Immuno: Innate & Adaptive Flashcards
Discuss PRR, TLR, PAMP, DAMP
PRR = recognize patterns of bad stuff TLR = type of PRR, recognize PAMPS PAMP = Patho assoc. molecular pattern (recognize: flagella, cell wall of bacteria, dsRNA) DAMP = Damage assoc molecular pattern (damage indicator on host cells)
Name some common foreign patterns recognized by TLR.
10 TLRs in humans:
TLR4 binds LPS on gram (-)
TLR2 binds peptidoglycan on gram (+)
TLR3 binds dsRNA,
Identify the final transcription factor that is most commonly activated in inflammation.
All TLRs (except #3) activate IRAK pathway to make NFkB
Define cytokine and chemokine
Both factors that cause inflammation (produced in response to TLR binding foreign pattern).
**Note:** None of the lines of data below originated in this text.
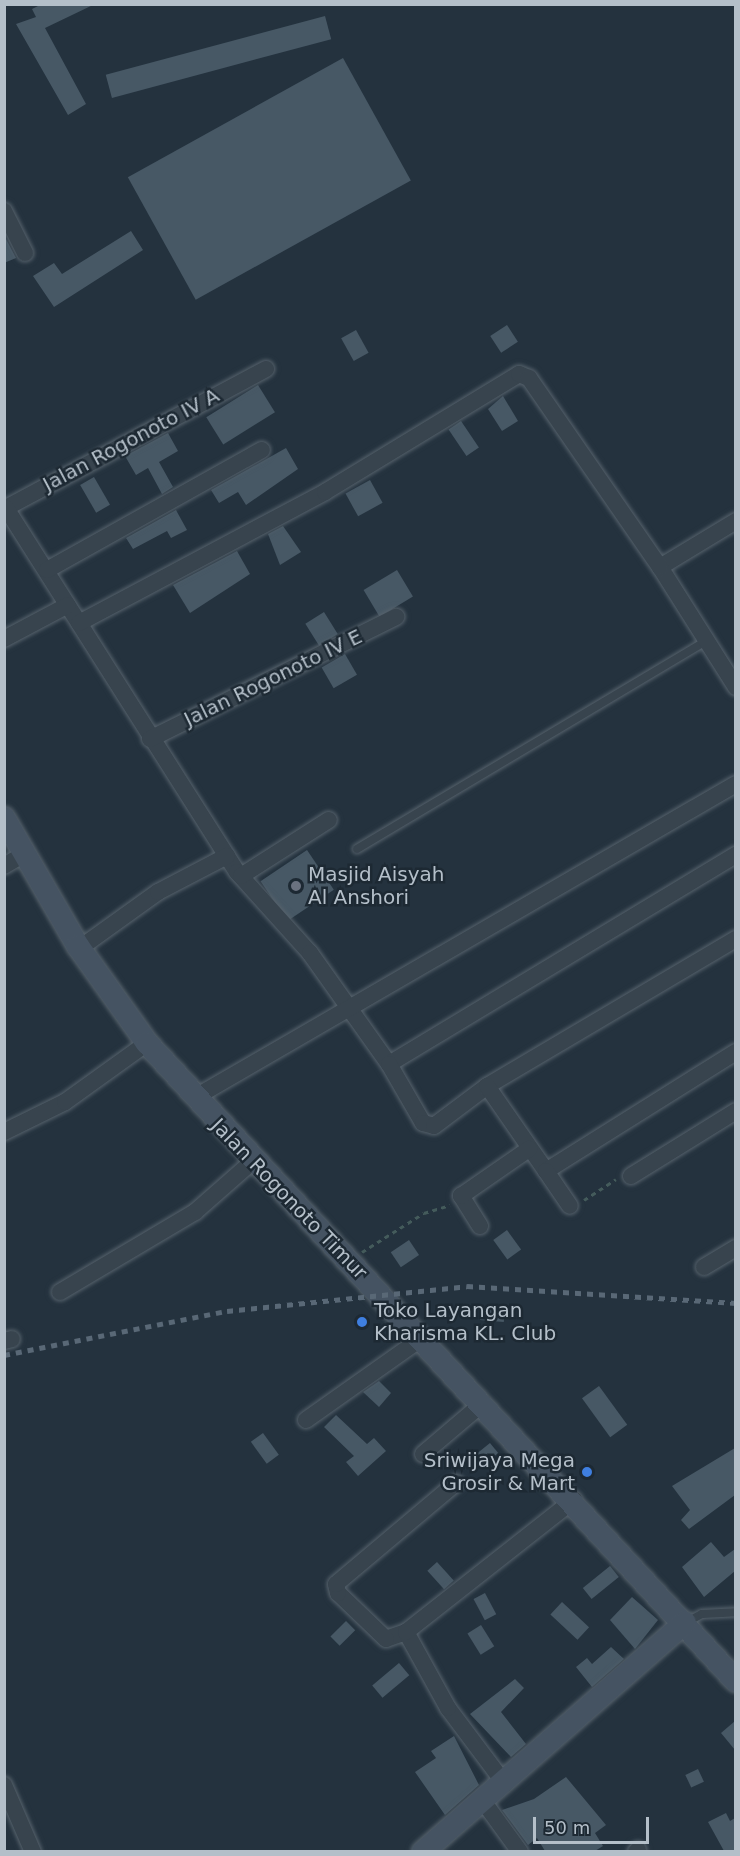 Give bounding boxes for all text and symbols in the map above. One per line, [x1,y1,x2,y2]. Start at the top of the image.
street label: Jalan Rogonoto IV A [39,383,223,497]
street label: Jalan Rogonoto IV E [180,624,366,732]
place label: Masjid Aisyah Al Anshori [308,862,445,909]
marker: Masjid Aisyah Al Anshori [289,879,303,893]
street label: Jalan Rogonoto Timur [206,1114,372,1284]
place label: Toko Layangan Kharisma KL. Club [374,1298,556,1345]
marker: Toko Layangan Kharisma KL. Club [355,1315,369,1329]
place label: Sriwijaya Mega Grosir & Mart [424,1448,575,1495]
marker: Sriwijaya Mega Grosir & Mart [580,1465,594,1479]
scale bar [536,1805,652,1843]
text: 50 m [544,1817,590,1838]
Some chemokines are chemotactic for phagocytic WBCs
Describe the function of the innate immune response.
The innate system is fast and responds to established molecular patterns common to pathogens. It also causes local inflammation to boost immune response.
Name the cell that forms the bridge between innate and adaptive immunity.
Dendritic cell. In wounded area, immature DC gets activated by the cyto/chemokines and eat anything they can (including parts of invaders. The activated DC leaves the local area and travel in the lymphatics to the nearest LN where they ‘show’ what they’ve eaten to lymphocytes
NOTE: Innate response is NECESSARY for a good adaptive response to cause inflammation & “prime the pump”
Discuss in principle the role T cells play in immunity.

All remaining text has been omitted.